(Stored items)
★ ★ ★ ★ ★

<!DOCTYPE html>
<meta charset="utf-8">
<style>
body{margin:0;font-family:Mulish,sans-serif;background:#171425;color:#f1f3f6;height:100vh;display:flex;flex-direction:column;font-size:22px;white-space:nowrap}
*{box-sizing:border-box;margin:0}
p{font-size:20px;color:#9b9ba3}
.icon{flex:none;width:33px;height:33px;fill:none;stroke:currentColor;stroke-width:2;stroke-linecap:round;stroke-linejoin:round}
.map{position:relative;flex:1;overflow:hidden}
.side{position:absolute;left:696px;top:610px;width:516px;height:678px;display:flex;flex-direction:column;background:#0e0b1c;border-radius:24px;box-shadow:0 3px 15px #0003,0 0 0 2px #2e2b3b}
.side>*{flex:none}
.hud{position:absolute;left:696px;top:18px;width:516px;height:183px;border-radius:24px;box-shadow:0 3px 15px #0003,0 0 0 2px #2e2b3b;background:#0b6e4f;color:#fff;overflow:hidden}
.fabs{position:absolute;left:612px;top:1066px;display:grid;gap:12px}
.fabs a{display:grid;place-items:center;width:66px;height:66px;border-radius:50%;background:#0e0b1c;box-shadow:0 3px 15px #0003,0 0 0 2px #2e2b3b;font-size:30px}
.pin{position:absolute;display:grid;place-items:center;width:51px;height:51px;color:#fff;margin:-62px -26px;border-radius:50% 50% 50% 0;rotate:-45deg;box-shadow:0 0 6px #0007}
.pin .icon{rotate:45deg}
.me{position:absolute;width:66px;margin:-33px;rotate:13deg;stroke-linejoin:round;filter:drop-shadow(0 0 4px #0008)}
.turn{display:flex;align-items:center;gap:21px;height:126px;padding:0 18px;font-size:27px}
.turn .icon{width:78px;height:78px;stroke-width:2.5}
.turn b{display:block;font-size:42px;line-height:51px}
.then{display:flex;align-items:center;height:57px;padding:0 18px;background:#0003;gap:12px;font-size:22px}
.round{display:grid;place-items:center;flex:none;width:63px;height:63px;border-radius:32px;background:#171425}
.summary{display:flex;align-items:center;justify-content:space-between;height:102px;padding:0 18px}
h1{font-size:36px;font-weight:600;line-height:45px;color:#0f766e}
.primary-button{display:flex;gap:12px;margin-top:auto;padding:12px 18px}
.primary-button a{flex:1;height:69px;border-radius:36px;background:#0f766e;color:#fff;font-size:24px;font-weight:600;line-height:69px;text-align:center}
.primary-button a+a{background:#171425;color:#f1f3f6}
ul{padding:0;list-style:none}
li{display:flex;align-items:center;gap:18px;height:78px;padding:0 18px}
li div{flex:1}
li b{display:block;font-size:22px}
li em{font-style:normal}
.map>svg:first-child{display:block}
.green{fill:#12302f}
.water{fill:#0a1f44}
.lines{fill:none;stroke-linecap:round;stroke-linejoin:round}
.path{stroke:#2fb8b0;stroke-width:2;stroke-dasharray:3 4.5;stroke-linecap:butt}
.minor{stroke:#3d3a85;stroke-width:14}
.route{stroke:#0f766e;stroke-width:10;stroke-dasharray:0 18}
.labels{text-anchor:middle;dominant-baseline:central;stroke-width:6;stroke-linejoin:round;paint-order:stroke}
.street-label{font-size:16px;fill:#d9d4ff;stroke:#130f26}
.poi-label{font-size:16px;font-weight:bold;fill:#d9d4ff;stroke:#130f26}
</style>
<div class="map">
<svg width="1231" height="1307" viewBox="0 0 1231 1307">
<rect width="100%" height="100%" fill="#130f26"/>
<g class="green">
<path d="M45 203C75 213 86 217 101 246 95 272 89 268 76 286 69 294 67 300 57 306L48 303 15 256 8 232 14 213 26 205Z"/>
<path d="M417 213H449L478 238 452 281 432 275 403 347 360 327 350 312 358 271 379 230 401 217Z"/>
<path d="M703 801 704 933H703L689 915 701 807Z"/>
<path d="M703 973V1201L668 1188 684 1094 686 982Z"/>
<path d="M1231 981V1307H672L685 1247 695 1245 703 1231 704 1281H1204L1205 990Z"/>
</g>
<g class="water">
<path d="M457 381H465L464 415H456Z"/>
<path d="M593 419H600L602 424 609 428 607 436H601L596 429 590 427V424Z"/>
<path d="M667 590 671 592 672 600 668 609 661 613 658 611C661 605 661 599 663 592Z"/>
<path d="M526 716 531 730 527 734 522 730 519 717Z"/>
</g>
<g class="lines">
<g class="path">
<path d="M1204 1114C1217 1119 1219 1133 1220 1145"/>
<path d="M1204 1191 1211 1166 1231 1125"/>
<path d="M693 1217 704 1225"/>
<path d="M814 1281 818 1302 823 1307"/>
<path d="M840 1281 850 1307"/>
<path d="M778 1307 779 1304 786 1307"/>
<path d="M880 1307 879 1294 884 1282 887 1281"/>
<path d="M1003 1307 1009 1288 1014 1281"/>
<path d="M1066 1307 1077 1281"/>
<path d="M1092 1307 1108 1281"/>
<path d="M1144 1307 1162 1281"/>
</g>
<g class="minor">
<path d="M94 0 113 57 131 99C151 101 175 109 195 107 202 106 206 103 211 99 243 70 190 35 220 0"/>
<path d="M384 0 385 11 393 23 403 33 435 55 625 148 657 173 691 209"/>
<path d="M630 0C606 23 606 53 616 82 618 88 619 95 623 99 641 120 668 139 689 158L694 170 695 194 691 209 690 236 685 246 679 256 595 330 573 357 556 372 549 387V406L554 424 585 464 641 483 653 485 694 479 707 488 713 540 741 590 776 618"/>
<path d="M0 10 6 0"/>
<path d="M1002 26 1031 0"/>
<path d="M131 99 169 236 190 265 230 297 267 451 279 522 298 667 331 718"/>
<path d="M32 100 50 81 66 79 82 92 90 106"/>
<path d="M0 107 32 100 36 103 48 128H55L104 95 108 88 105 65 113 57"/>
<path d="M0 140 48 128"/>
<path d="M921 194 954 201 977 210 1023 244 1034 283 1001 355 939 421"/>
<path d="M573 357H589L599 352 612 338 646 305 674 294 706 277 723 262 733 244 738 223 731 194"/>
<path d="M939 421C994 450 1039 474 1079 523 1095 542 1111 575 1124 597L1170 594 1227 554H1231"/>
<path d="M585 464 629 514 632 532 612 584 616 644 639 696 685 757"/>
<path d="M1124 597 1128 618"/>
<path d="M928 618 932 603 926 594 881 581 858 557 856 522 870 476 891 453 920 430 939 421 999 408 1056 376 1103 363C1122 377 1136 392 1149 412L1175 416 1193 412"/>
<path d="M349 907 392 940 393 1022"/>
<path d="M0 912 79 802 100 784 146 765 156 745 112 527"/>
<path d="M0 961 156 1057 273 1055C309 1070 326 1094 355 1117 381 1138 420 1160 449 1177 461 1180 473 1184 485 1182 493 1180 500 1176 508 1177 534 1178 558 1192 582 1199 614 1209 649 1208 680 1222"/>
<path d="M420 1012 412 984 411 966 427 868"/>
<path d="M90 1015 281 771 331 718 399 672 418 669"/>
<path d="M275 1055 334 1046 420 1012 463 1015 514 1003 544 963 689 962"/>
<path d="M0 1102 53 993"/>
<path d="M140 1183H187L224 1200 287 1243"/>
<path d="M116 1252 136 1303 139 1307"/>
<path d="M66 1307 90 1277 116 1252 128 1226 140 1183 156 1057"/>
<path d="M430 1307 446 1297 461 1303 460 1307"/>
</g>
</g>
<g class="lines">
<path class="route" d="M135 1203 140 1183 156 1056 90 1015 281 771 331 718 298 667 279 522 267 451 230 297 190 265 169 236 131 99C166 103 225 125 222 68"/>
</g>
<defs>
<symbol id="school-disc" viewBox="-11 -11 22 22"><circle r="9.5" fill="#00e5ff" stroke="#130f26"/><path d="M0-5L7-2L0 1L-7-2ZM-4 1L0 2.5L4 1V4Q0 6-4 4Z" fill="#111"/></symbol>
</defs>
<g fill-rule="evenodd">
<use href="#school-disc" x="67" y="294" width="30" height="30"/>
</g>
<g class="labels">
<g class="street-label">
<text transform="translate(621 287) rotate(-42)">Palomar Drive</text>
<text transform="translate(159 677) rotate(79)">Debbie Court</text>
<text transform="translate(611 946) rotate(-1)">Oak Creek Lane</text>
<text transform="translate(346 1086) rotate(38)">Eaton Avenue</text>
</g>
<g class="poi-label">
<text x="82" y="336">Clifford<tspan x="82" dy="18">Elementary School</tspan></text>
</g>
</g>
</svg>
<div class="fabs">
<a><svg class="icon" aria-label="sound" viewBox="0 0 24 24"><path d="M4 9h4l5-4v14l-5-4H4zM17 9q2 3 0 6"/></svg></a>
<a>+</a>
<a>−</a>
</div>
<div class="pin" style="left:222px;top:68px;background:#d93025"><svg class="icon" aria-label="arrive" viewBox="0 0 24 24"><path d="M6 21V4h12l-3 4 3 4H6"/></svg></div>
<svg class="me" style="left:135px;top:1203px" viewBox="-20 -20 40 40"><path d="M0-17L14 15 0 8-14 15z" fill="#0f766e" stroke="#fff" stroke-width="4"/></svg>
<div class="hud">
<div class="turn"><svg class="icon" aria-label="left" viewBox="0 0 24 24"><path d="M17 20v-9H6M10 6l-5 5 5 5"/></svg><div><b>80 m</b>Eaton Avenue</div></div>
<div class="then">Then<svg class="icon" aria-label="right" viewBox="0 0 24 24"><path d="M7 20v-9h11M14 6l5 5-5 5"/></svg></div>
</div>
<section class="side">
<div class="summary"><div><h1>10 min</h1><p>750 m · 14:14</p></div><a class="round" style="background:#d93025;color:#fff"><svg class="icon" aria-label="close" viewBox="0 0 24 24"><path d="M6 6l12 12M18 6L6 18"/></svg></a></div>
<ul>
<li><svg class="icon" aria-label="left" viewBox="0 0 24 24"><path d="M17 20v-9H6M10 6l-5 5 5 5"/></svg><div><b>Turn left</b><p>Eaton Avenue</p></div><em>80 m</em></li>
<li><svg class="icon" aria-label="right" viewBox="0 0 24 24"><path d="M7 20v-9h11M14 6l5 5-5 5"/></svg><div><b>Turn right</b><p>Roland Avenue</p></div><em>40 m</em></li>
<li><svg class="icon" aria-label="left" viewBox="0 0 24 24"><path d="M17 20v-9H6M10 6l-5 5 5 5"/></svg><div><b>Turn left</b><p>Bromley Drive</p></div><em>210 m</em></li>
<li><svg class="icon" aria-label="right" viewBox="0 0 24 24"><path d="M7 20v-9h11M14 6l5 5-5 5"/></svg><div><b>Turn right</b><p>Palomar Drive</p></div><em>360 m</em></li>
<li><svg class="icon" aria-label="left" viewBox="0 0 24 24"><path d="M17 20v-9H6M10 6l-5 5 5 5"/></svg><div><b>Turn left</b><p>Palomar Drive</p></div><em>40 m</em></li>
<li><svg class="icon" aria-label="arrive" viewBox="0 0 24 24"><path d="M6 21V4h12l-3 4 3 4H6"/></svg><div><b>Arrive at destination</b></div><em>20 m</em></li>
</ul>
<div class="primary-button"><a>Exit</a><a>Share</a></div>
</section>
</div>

★ ★ ★ ★ ★

**What is expected:**
Every line in the data above that includes the word "hidden" should be copied.

**Exercise solution:**
.map{position:relative;flex:1;overflow:hidden}
.hud{position:absolute;left:696px;top:18px;width:516px;height:183px;border-radius:24px;box-shadow:0 3px 15px #0003,0 0 0 2px #2e2b3b;background:#0b6e4f;color:#fff;overflow:hidden}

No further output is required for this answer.